***** Data supplied
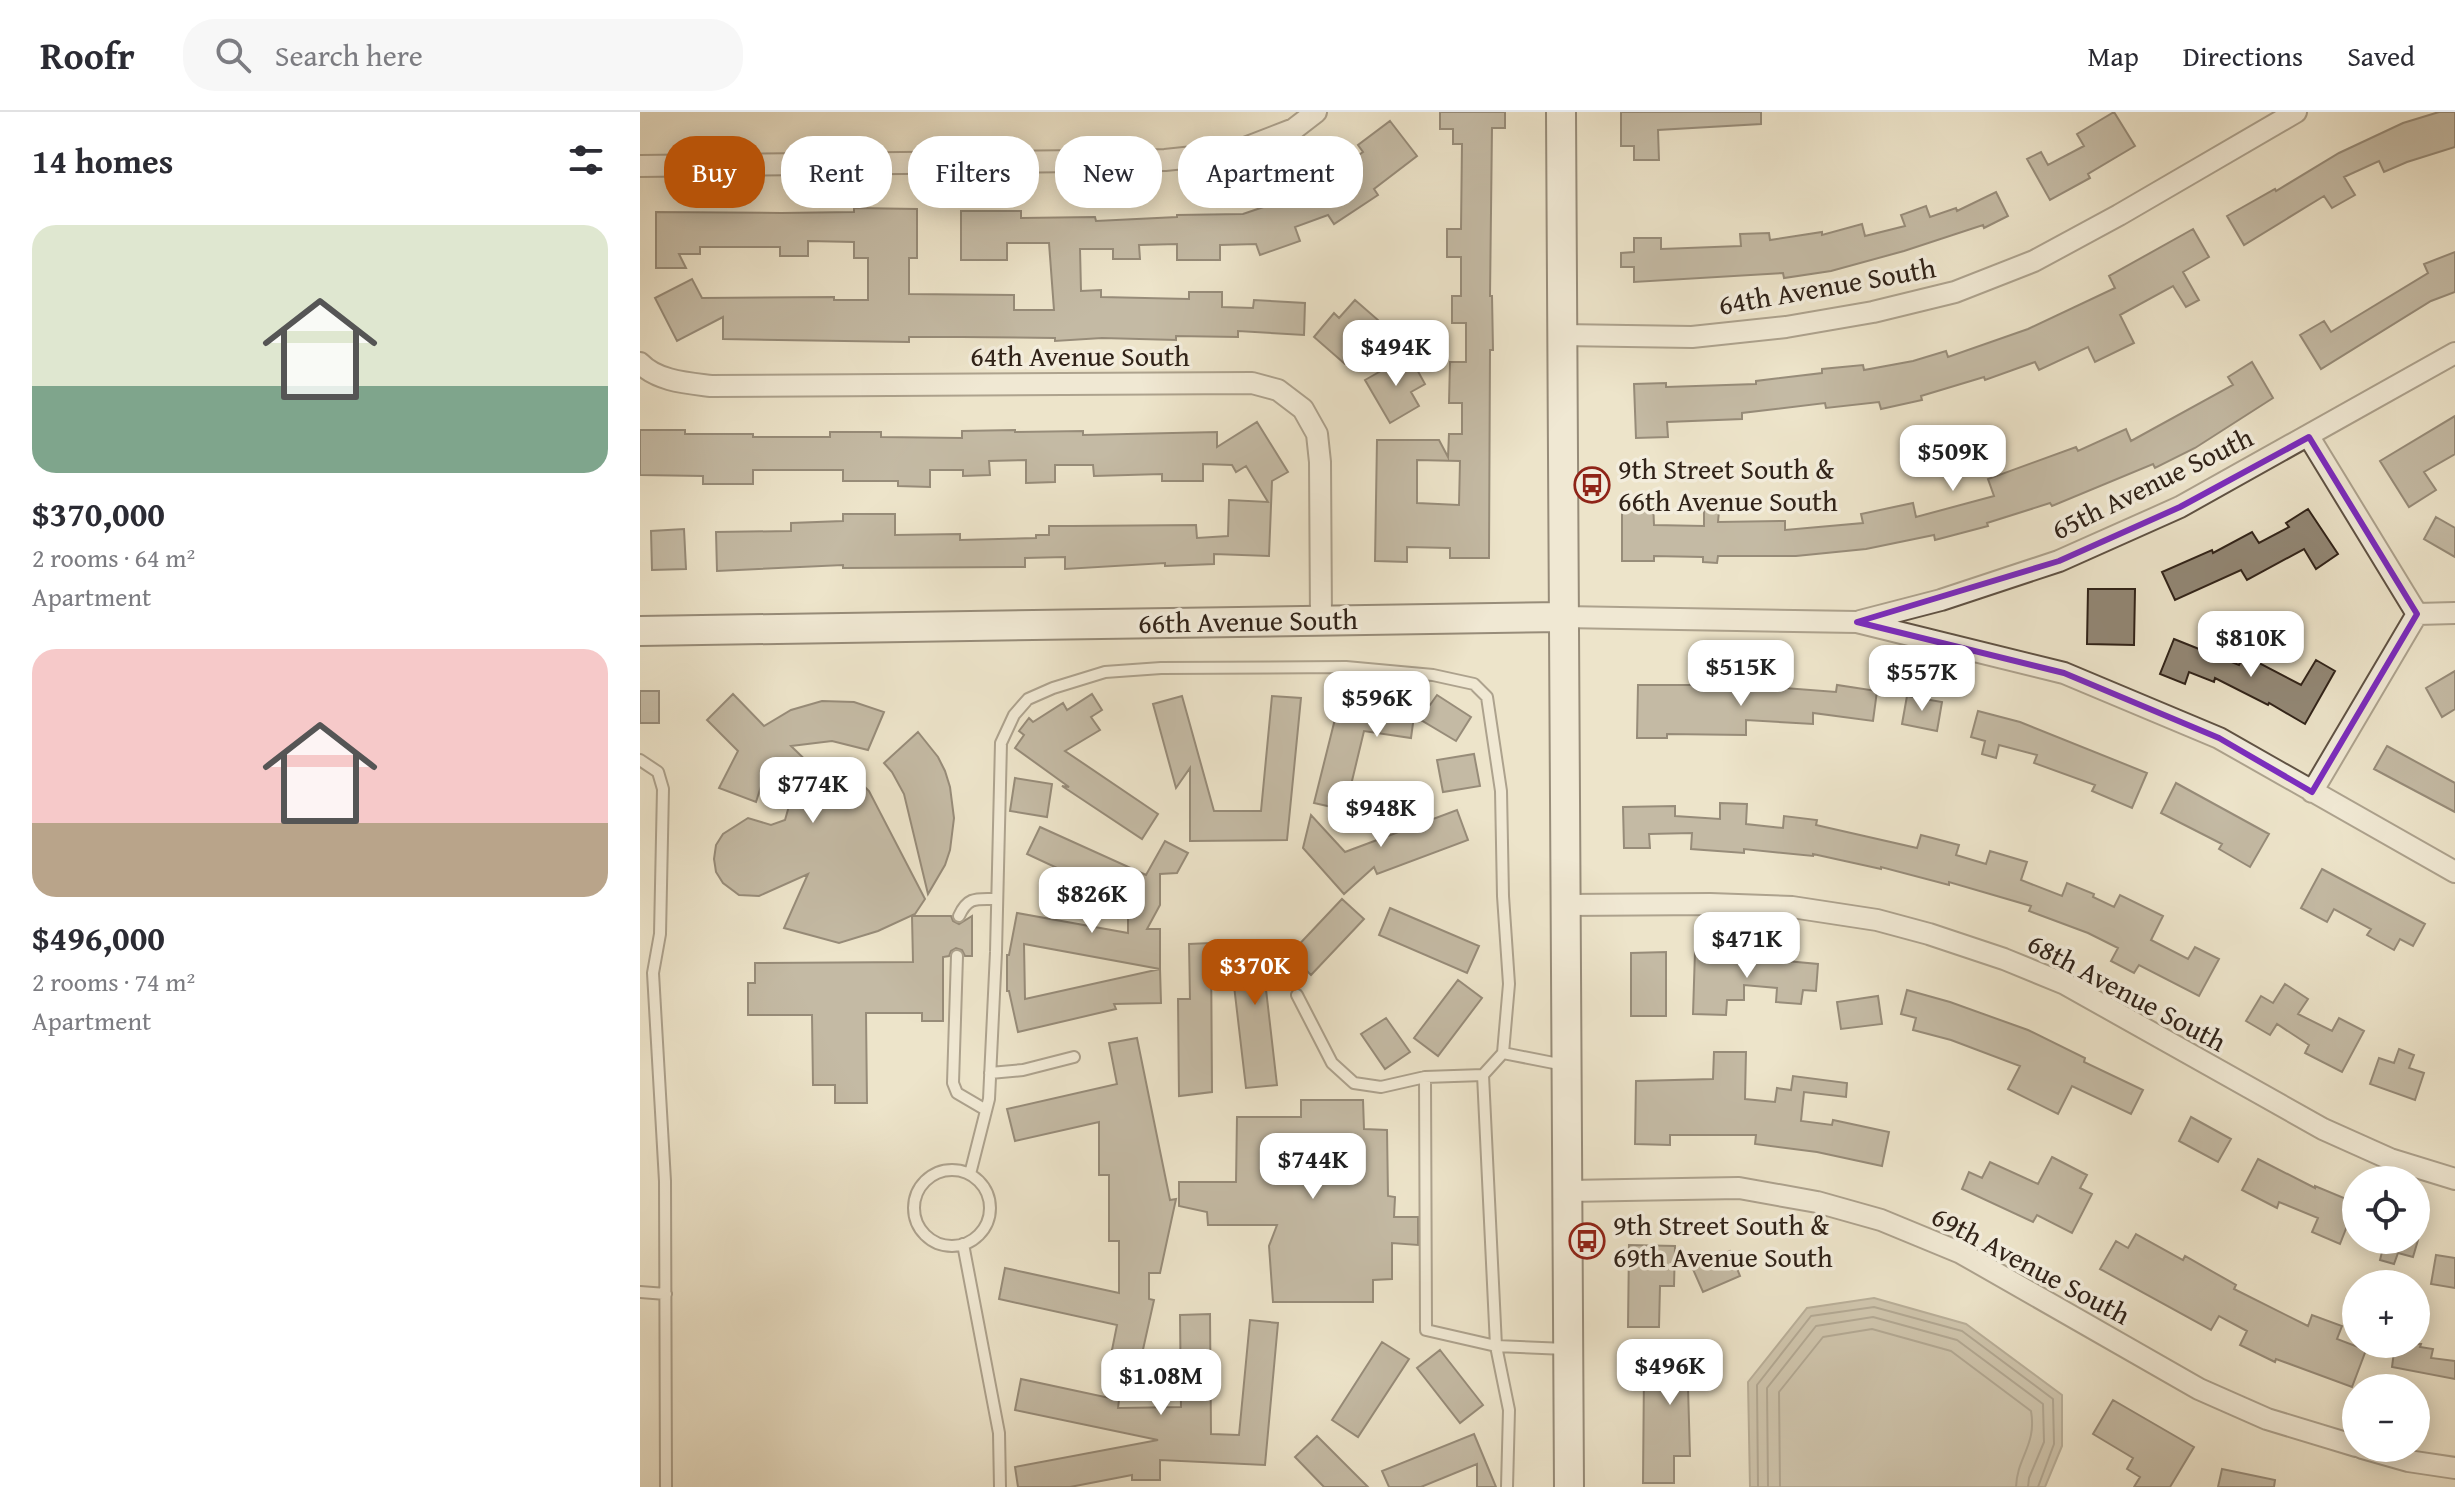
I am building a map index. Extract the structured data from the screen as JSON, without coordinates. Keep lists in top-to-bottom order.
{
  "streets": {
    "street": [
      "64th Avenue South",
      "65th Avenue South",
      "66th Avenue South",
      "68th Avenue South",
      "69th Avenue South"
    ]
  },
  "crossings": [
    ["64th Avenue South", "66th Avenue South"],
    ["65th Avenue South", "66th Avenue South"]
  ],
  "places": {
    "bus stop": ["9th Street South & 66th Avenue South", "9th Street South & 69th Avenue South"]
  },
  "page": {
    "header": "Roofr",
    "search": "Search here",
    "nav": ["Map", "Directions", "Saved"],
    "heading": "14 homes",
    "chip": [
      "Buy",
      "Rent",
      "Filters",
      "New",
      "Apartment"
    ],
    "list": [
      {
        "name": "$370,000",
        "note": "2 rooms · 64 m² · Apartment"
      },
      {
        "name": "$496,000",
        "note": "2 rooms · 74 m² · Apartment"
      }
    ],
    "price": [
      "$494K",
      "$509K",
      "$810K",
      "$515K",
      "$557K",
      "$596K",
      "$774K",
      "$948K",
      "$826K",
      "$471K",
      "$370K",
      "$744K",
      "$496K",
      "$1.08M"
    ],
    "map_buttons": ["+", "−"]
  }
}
**********
Action item: In the records above, find every line with the word "Apartment" and copy it.

Solution for this task:
      "Apartment"
        "note": "2 rooms · 64 m² · Apartment"
        "note": "2 rooms · 74 m² · Apartment"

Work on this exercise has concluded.